In February, Meta launched the Dynabench Data Collection and Benchmarking Platform request for proposals (RFP). Our intent for this RFP was to support academics using Dynabench to run tasks and experiments on the theme of Rethinking Benchmarking. Today, we’re announcing the winners of this award.
Dynabench operates from the assumption that humans are uniquely able to interrogate model weaknesses, and thus the majority of its current work has relied upon the collaboration between humans and models in the loop: Humans identify model weaknesses so that we can improve upon them.
Researchers using Dynabench generally perform the data generation process over multiple rounds, collecting ever more challenging data that can be used to train demonstrably stronger models over time. Such data can also be used to test how well models perform on difficult AI tasks. Last September, Meta opened up the Dynabench platform for anyone interested in human-and-model-in-the-loop data collection to run their own task.
To expand access to the platform, Dynabench recently joined MLCommons, an open engineering consortium with a mission to benefit society by accelerating innovation in machine learning. In collaboration with 50+ founding partners including Meta, MLCommons builds tools for the machine learning industry, by creating benchmarks and public datasets, and innovating metrics and best practices.
With the goal of ushering in the next generation of AI models, the Dynabench RFP on Rethinking Benchmarkingattracted 26 proposals from 21 universities and institutions around the world. Thank you to everyone who took the time to submit a proposal, and congratulations to the winners!
Principal investigators are listed first unless otherwise noted.
A leaderboard and competition for human-computer adversarial QA
Jordan Boyd-Graber and Yoo Yeon Sung (University of Maryland College Park)
We propose to create challenging human-in-the-loop examples for question answering tasks by: A) defining a metric to encourage human participation in a question answering writing task, B) developing tools and visualizations to encourage the authoring of diverse questions, C) creating a new dataset that allows for effective use of human vs. computer question answering.
Creating adversarial examples for retrieval systems
Danqi Chen, Zexuan Zhong, Alexander Wettig (Princeton University)
We propose to build a new dynamic benchmark for retrieval. Our hope is that (1) this benchmark can provide us a holistic view of retrieval systems. Existing works only tackle certain aspects (e.g., rare entities, train-test overlap) based on simple intuitions. Through a human-in-the-loop component, we expect human annotators to be able to “attack” retrieval systems in many novel ways; (2) we can add the examples back to the training loops of retrieval systems and hence further improve their performance and robustness.
Towards massively multilingual visually grounded reasoning data
Desmond Elliott (University of Copenhagen)

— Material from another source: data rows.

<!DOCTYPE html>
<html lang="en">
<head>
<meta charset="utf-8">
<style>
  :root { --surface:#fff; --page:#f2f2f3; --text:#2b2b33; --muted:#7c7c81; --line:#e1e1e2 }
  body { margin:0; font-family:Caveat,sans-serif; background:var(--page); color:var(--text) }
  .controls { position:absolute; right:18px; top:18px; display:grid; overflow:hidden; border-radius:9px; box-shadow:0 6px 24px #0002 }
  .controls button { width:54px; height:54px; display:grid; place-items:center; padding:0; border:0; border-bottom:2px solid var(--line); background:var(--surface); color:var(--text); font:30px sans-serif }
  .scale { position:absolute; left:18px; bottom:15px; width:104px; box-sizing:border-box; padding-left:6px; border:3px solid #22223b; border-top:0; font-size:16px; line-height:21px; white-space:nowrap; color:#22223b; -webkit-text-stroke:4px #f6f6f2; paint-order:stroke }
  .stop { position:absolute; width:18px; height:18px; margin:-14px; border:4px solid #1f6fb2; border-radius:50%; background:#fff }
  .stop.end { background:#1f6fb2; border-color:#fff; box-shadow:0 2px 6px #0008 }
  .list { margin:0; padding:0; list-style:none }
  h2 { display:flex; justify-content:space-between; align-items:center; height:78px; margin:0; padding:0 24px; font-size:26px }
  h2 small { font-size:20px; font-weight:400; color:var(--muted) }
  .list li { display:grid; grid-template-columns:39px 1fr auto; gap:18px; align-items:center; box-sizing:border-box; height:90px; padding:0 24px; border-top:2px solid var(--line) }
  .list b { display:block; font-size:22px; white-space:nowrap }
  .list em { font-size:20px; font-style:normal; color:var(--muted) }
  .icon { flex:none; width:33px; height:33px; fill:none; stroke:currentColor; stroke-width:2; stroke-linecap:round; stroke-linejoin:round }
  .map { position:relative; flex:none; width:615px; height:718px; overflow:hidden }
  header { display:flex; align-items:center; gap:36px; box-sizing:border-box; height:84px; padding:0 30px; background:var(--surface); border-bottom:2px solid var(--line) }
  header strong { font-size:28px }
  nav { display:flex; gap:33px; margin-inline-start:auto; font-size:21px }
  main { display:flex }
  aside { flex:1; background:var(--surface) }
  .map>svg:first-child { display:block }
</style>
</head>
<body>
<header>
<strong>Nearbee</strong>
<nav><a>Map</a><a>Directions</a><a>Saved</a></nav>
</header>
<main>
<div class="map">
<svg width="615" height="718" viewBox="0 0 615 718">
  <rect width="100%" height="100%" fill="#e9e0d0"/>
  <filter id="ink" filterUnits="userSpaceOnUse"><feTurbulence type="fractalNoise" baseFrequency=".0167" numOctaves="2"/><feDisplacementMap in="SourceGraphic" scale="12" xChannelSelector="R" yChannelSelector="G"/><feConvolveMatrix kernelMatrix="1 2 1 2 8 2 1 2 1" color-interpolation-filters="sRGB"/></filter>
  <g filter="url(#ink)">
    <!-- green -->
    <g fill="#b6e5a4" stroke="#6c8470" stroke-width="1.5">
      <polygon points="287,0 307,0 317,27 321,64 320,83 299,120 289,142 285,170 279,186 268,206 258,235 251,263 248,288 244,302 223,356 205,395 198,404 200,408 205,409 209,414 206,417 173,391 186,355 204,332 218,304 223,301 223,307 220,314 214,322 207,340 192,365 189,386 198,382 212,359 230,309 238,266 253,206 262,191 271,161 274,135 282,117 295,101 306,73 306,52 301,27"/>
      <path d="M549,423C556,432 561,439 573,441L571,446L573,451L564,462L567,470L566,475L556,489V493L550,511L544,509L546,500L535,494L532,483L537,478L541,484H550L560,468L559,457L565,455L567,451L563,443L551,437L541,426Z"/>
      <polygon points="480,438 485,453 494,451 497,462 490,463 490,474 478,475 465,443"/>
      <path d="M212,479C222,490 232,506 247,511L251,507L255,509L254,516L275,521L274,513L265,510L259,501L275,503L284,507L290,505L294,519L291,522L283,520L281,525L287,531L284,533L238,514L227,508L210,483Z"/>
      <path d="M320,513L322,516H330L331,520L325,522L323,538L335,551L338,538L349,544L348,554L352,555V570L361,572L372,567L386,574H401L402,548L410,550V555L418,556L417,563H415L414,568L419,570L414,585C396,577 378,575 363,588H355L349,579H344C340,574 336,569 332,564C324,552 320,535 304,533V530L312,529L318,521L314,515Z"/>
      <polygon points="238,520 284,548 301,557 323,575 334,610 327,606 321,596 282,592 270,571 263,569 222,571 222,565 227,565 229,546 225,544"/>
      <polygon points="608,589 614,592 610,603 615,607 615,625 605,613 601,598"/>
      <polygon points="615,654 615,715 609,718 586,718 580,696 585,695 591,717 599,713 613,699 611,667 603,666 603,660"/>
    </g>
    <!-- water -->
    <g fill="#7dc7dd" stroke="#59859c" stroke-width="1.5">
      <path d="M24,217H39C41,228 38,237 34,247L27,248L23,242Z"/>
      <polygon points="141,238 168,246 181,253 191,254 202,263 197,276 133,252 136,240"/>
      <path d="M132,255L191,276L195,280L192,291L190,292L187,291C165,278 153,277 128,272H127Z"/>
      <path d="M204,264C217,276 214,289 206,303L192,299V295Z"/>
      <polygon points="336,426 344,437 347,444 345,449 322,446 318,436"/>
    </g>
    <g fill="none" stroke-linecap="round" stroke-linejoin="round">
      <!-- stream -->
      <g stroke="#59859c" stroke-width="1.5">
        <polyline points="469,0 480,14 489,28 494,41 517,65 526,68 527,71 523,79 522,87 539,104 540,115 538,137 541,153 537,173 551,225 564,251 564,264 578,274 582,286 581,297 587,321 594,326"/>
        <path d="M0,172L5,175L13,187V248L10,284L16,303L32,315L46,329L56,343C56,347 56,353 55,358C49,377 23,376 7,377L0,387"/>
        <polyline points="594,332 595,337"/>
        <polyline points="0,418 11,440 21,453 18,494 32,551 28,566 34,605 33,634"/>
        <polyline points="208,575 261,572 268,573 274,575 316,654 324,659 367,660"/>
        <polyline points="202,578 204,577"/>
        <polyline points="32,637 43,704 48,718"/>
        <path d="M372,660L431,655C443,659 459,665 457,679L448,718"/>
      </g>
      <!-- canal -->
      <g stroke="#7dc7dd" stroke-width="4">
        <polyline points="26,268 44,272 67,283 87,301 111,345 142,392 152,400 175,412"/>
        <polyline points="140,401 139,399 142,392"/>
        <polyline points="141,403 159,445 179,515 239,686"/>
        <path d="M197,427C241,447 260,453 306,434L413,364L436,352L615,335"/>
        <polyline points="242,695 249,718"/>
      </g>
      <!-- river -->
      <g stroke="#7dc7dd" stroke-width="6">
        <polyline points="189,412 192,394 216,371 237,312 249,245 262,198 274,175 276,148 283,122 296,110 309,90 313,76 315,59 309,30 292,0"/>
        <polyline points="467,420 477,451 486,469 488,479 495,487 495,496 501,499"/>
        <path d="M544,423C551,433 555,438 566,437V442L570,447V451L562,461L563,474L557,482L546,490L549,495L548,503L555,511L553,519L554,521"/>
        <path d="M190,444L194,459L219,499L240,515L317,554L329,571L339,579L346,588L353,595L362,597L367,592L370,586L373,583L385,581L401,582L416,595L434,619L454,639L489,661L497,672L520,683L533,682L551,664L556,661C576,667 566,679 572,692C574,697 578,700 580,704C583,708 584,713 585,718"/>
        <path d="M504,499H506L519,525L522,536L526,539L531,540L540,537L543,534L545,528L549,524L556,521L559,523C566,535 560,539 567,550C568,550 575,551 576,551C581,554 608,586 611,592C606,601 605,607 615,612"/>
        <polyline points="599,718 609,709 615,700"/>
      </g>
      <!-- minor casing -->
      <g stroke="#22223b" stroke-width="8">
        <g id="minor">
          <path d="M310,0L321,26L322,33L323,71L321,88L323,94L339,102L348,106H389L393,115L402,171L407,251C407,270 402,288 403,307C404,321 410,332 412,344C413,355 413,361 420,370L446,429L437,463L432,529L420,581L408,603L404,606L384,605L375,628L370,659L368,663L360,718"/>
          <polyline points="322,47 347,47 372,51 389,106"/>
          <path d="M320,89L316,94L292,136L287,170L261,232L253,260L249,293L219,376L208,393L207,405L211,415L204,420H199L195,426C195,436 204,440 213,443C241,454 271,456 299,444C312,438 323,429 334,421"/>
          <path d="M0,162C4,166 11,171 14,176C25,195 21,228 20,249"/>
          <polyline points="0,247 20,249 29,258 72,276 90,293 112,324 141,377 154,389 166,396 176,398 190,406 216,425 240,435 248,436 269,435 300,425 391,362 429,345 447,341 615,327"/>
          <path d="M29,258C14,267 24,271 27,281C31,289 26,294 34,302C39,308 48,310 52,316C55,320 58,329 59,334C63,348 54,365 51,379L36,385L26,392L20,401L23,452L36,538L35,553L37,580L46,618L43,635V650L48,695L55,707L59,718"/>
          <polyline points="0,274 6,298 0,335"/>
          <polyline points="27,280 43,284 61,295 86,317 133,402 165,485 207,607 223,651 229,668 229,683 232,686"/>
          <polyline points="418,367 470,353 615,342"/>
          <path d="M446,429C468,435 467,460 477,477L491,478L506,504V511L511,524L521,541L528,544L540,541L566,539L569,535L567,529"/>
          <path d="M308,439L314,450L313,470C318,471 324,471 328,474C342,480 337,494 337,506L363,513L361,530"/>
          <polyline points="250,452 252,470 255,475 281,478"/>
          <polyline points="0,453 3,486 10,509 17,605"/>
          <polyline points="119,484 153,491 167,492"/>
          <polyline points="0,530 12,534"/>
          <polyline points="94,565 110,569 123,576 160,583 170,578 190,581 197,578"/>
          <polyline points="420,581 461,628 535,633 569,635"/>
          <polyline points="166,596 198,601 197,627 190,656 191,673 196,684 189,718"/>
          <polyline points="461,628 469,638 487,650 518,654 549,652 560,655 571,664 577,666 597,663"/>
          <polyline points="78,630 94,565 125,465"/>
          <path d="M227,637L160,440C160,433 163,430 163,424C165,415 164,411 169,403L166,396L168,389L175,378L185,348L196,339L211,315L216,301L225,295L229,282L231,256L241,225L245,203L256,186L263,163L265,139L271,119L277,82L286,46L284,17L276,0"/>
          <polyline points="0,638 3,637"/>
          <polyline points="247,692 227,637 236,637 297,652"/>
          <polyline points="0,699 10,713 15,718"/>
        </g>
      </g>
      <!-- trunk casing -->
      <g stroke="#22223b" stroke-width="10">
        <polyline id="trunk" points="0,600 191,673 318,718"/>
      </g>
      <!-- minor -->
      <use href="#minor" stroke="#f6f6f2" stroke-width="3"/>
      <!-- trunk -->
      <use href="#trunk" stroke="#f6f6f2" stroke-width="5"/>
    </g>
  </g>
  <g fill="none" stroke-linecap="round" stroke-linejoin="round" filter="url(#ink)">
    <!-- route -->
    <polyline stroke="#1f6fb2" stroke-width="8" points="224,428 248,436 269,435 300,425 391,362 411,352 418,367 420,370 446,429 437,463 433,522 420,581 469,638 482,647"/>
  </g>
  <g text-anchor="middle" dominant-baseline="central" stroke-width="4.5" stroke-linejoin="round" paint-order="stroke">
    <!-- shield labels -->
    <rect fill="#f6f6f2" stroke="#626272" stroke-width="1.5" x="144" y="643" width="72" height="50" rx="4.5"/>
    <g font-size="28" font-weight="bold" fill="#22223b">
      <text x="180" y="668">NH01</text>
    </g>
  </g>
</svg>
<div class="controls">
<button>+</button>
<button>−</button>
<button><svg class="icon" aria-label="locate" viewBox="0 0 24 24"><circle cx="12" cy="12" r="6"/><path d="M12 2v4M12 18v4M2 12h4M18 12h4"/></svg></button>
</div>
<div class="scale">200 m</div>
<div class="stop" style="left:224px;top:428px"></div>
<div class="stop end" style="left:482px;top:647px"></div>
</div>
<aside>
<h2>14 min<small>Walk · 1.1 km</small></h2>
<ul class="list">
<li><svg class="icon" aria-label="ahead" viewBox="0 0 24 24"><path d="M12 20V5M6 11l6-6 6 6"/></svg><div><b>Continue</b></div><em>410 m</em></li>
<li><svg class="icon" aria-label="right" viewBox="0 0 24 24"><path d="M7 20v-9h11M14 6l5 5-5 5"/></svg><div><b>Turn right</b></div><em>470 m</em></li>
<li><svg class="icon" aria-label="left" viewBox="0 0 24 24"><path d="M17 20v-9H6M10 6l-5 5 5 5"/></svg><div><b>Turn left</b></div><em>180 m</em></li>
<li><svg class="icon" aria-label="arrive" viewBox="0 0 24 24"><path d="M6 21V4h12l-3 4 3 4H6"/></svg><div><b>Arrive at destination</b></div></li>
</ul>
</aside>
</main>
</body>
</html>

We propose to collect data for massively multilingual visually grounded reasoning. This proposal will substantially expand the existing MaRVL dataset (Liu & Bugliarello et al., 2021), which contains images annotated with sentences in typologically diverse languages. The data will be useful for training and evaluating computational models, as well as corpus studies across languages.
Adversarial NERDs: Optimizing feedback between humans-and-model-in-the-loop
Scott A. Hale, Hannah Rose Kirk, Katerina Margatina (University of Oxford, Sheffield University)

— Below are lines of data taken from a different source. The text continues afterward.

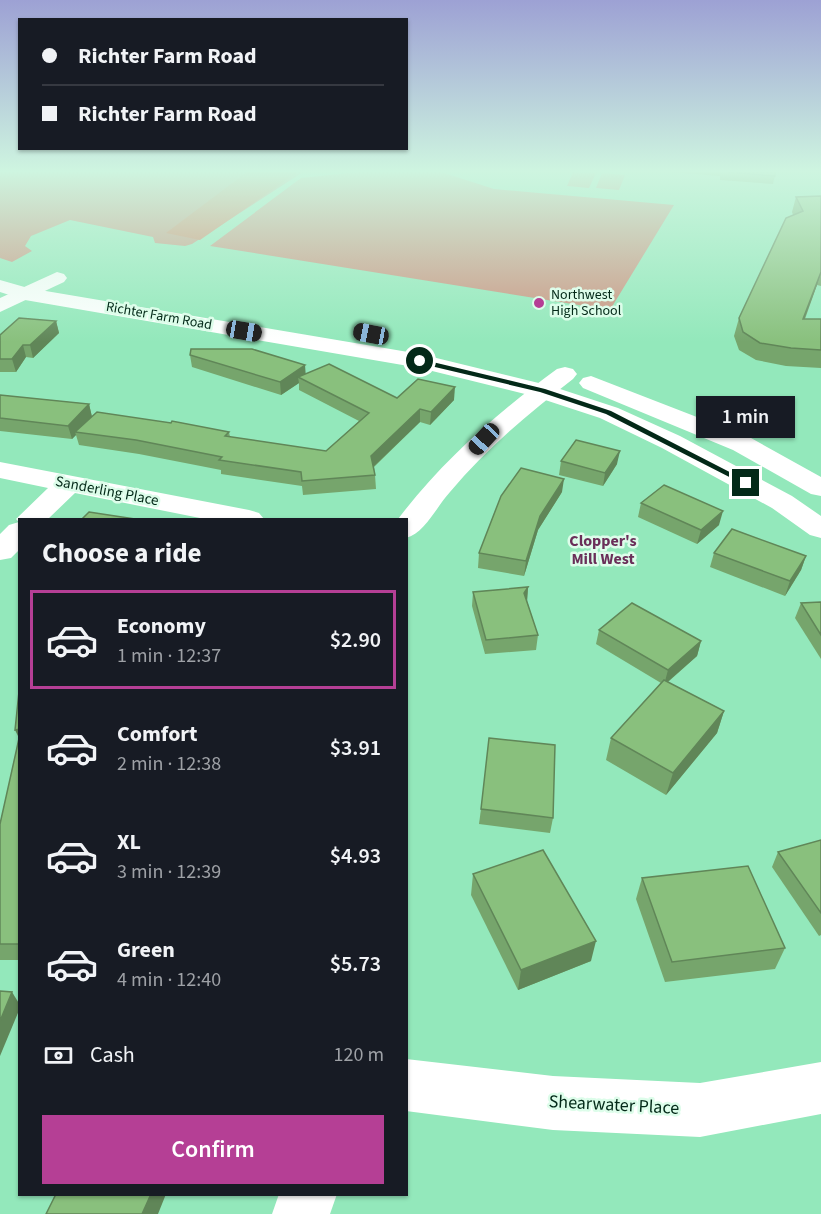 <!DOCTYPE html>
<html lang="en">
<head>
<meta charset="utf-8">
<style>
	body { margin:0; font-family:"Source Sans 3",sans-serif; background:#20242c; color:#f1f3f6; height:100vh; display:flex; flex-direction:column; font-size:22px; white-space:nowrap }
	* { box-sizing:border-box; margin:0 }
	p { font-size:20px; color:#9ea1a6 }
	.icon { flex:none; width:33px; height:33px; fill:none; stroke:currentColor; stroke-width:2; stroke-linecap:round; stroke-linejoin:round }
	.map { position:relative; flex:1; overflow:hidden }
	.sheet { position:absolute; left:18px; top:518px; width:390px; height:678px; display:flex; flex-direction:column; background:#171b24; border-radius:0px; box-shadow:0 2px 4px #0004 }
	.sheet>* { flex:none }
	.top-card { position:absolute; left:18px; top:18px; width:390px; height:132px; border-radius:0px; box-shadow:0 2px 4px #0004; display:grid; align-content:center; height:132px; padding:0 24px; background:#171b24 }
	.end { position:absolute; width:27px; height:27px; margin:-14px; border:8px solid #032918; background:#fff; box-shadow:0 0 0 3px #fff }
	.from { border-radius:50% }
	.bubble { position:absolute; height:42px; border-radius:0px; background:#171b24; box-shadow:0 2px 4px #0004; font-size:20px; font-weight:600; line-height:42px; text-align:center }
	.car { position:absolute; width:18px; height:36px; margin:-18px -9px; border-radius:8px; box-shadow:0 0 4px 2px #0007; background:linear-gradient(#222 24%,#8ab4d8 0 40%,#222 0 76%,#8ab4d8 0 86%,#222 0) }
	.top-card b { display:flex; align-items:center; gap:21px; height:57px; font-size:22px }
	.top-card b+b { border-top:2px solid #363941 }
	.top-card i { width:15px; height:15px; background:#f1f3f6 }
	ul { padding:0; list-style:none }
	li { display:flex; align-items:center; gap:18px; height:99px; margin:0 12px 9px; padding:0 12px; border:3px solid transparent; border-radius:0px }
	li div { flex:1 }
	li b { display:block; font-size:22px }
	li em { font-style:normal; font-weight:600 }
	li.active { border-color:#b53f95 }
	li>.icon { width:54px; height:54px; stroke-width:1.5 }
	h2 { padding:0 24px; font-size:27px; line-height:72px }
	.pay { display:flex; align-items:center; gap:15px; height:66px; padding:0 24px; font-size:22px }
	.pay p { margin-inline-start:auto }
	.primary-button { display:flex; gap:12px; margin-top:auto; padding:12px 24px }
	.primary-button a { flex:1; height:69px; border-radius:0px; background:#b53f95; color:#fff; font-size:24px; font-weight:600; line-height:69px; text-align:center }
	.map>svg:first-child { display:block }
	.green { fill:#cb9380 }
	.forest { fill:#d48266 }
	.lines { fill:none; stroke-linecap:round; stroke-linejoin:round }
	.street { fill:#fff; fill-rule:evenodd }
	.secondary { fill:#fff; fill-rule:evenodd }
	.wall { fill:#76a56c }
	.shaded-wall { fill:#608658 }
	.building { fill:#89c07d; stroke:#608658; stroke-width:1.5 }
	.route { fill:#032918 }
	.poi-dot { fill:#b53f95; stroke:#ddfdea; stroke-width:2 }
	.labels { text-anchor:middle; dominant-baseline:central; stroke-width:5; stroke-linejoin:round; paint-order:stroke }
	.far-poi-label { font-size:14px; fill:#032918; stroke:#ddfdea; text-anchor:start }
	.far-street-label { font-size:14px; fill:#032918; stroke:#ddfdea }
	.street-label { font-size:15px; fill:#032918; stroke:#ddfdea }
	.neighbourhood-label { font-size:16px; font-weight:bold; fill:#6a2f59; stroke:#ddfdea }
	.near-street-label { font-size:18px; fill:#032918; stroke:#ddfdea }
</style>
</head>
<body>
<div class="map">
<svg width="821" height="1214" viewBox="0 0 821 1214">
	<rect width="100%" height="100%" fill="#93e8bb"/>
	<g class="green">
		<path d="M0,172H303L192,244L185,246L155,243L153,237L70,220L31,236L25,246L32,251L12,262L0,258Z"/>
		<path d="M358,172H441L494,189L674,205L610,310L210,246L301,178Z"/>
		<path d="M573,172L596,173L589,188L567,186Z"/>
		<path d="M602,173L625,175L619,190L596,188Z"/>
	</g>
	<path class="forest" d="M247,172H298L200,240L166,233Z"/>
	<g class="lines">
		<g class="street">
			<path d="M57,272L64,274L67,278L64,282L0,312V298Z"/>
			<path d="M565,367L573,369L577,374L573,379C529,413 486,449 450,492C437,506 425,533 406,538V519H398C443,460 497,413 557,369Z"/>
			<path d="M0,462L249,510L259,513L264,519H205L75,493L48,519H20V549L11,558L0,560V534L9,525L19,522L16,519L48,488L0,478Z"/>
			<path d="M406,1059L553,1076L700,1083L821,1062V1114L700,1137L553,1130L406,1111Z"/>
			<path d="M279,1194H337L330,1214H272Z"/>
		</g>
		<g class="secondary">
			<path d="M0,280L28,288L420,354L551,386L618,408L680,436L792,496L821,516V538L810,535L772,508L662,448L600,418L533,396L420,368L25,300L0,292Z"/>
			<path d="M591,376L751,438L821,477V496L811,494L733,450L583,388L579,383L583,378Z"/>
		</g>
	</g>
	<g class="wall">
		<path d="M672,172H775V176L773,184L720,180V176Z"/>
		<path d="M821,196V286L817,285L805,319H821V368L786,366L756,360L739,350L734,336L739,318L793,215L792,212L796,197Z"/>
		<path d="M56,321L59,333L33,358L26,357L16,372H0V335Z"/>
		<path d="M190,355L306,374L397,398L454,400L430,425L420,422L374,467L375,475L376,489L303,495L302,486L221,474V470L139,454L79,445L76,435L72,439L0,431V395L89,404L92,417L229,432L230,437L326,451L359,421L299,390V383L281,395L192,367Z"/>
		<path d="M561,461L617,464L603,486L559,475Z"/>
		<path d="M562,492L538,530L524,576L478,568L479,553Z"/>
		<path d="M641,503L719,525L697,544L638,517Z"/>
		<path d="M714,553L806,556L801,570L785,596L710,567Z"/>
		<path d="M528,587L527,601L538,635L536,650L485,654L472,606L473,592Z"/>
		<path d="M821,602V659L795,618L801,603Z"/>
		<path d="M599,630L701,641L697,656L668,682L724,711L717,733L666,795L606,760L611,738L661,683L596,644Z"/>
		<path d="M20,682V960H0V824L19,738Z"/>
		<path d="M481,809L553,818L550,833L479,824Z"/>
		<path d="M821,840V935L819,936L772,867L778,852Z"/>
		<path d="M473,874L591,961L518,990L471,895Z"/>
		<path d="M642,878L785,948L775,969L665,982L636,899Z"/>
	</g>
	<g class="shaded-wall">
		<path d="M821,272L817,285L798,336L803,319Z"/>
		<path d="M56,321L59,333L33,358L30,345Z"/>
		<path d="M23,345L26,357L16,372L12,359Z"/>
		<path d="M305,365L306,378L298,377L299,383L281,395L280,382Z"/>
		<path d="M455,387L454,400L430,425L431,412Z"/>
		<path d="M89,404L92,417L75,432L76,435L72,439L68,426Z"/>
		<path d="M420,409V422L371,469V456Z"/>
		<path d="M620,451L617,464L603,486L605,473Z"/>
		<path d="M564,479L562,492L538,530L524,576L526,561L540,516Z"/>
		<path d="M723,511L719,525L697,544L701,530Z"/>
		<path d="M806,556L801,570L785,596L790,581Z"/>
		<path d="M528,587L527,602L524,593Z"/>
		<path d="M701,641L697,656L664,685L668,670Z"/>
		<path d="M724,711L717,733L666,795L673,773Z"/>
		<path d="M20,729V740L15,730Z"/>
		<path d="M596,941L591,961L518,990L521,970Z"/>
		<path d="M12,992L20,1005V1008L0,1056V1021Z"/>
		<path d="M151,1194H166L158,1214H142Z"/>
	</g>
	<g class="building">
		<path d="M728,172H775V176Z"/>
		<path d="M821,196V272L803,319H821V350L791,348L760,343L743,332L739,318L786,218L803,211L796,197Z"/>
		<path d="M19,318L56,321L30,345H23L12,359H0V335Z"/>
		<path d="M191,349H252L305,365L280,382L190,355Z"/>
		<path d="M329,364L397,398L418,379L455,387L431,412L420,409L371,456L375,475L302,481L301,472L219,460L222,457L136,440L75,432L97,412L171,423L172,421L229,432L225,436L326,451L369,413L298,377Z"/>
		<path d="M0,395L89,404L68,426L0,418Z"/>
		<path d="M576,440L620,451L605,473L561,461Z"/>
		<path d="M521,468L564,479L540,516L526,561L479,553L501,496Z"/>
		<path d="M664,485L723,511L701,530L641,503Z"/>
		<path d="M89,512L135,519H82Z"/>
		<path d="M732,529L806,556L790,581L714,553Z"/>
		<path d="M528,587L524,593L538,635L486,640L473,592Z"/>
		<path d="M821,602V635L801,603Z"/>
		<path d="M632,603L701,641L668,670L599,630Z"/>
		<path d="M664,680L724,711L673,773L611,738Z"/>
		<path d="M20,682V729L15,730Z"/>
		<path d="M20,734V944H0V824Z"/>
		<path d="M489,738L555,745L553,818L481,809Z"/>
		<path d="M821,840V913L778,852Z"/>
		<path d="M543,850L596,941L521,970L473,874Z"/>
		<path d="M748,866L785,948L672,962L642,878Z"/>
		<path d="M0,991L12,992L0,1021Z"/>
		<path d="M56,1194H151L142,1214H46Z"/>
	</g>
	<linearGradient id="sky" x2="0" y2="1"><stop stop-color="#9da1d4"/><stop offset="0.5" stop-color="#cef5e0"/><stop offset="1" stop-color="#cef5e0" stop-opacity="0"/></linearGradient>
	<rect width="821" height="342" fill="url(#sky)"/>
	<path class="route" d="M420,359L545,389L611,411L751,483L743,484L606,414L540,392L418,363Z"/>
	<circle class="poi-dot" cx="539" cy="303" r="6"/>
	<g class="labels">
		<g class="far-poi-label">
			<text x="551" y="295">Northwest<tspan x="551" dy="16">High School</tspan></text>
		</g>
		<g class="far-street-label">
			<text transform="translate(159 316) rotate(10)">Richter Farm Road</text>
		</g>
		<g class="street-label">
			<text transform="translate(107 491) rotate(11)">Sanderling Place</text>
		</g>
		<g class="neighbourhood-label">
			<text x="603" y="541">Clopper's<tspan x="603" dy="18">Mill West</tspan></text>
		</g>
		<g class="near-street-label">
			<text transform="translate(614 1105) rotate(3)">Shearwater Place</text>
		</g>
	</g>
</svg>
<i class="end from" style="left:420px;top:361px"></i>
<i class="end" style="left:746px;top:483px"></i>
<div class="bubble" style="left:696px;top:396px;width:99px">1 min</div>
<i class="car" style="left:244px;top:331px;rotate:100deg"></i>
<i class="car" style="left:371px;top:334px;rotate:281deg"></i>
<i class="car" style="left:484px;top:439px;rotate:223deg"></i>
<div class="top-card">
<b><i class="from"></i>Richter Farm Road</b>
<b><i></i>Richter Farm Road</b>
</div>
<section class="sheet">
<h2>Choose a ride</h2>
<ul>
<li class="active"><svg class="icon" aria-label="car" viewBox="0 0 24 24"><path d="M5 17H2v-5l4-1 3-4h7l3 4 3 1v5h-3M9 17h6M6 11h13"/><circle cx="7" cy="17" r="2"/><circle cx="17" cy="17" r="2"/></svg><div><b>Economy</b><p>1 min · 12:37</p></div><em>$2.90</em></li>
<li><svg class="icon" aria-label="car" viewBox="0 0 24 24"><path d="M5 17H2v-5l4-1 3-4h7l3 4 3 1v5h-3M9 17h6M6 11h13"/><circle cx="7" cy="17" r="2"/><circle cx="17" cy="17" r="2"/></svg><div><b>Comfort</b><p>2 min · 12:38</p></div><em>$3.91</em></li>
<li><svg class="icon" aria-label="car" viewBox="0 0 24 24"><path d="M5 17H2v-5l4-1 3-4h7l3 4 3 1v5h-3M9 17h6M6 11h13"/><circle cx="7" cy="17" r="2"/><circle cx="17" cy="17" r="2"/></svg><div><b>XL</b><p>3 min · 12:39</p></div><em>$4.93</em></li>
<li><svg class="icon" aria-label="car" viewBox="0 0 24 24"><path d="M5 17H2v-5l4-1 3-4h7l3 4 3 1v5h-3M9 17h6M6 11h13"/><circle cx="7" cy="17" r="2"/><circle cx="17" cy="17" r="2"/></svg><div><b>Green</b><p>4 min · 12:40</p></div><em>$5.73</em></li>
</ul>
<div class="pay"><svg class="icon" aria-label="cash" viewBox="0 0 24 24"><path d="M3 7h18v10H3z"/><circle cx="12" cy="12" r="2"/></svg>Cash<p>120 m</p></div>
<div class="primary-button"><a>Confirm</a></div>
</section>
</div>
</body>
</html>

We present the benefits of improving the feedback between humans and models in the loop to create adversarial, novel, efficient, and realistic datasets (Adversarial NERDs). We borrow from concepts of active learning strategies, including diversity, uncertainty, and representativeness sampling, to help human annotators generate adversarial data that targets the most informative parts of the model’s decision space. Through an experimental approach, we will test the benefits of feedback on novelty, efficiency, and realism, against a baseline condition with no feedback, over multiple rounds of data collection for two natural language processing (NLP) tasks. With better communication between humans and AI, we aim to improve the cost-benefit ratio of examples collected on Dynabench. Ultimately, the metrics of dataset health that we propose could be incorporated into the Dynabench interface via a leaderboard for dataset quality.
ContExTox: Context-aware and explainable toxicity detection
Maarten Sap and Xu Hui Zhou (Carnegie Mellon University)
We propose to collect ContExTox, an adversarial dataset of 60,000 statements paired with social and conversational contexts and toxicity explanations, and ContExTox-Decoder, a context-aware model for detecting and explaining toxicity, trained on our dataset. We will use the Dynabench framework to improve ContExTox-Decoder’s robustness, by iteratively enhancing ContExTox with adversarial context-statement pairs that fool the current model. Specifically, we will ask workers to generate adversarial conversational contexts (e.g., preceding utterances) and social contexts (e.g., demographic identities, social roles) for statements, such that the pragmatic interpretations of the statements' toxicity are altered.
We’d also like to thank our Meta colleagues for supporting proposal selection: Melissa Hall, Dieuwke Hupkes, Patrick Lewis, Pedro Rodriguez, and Candace Ross.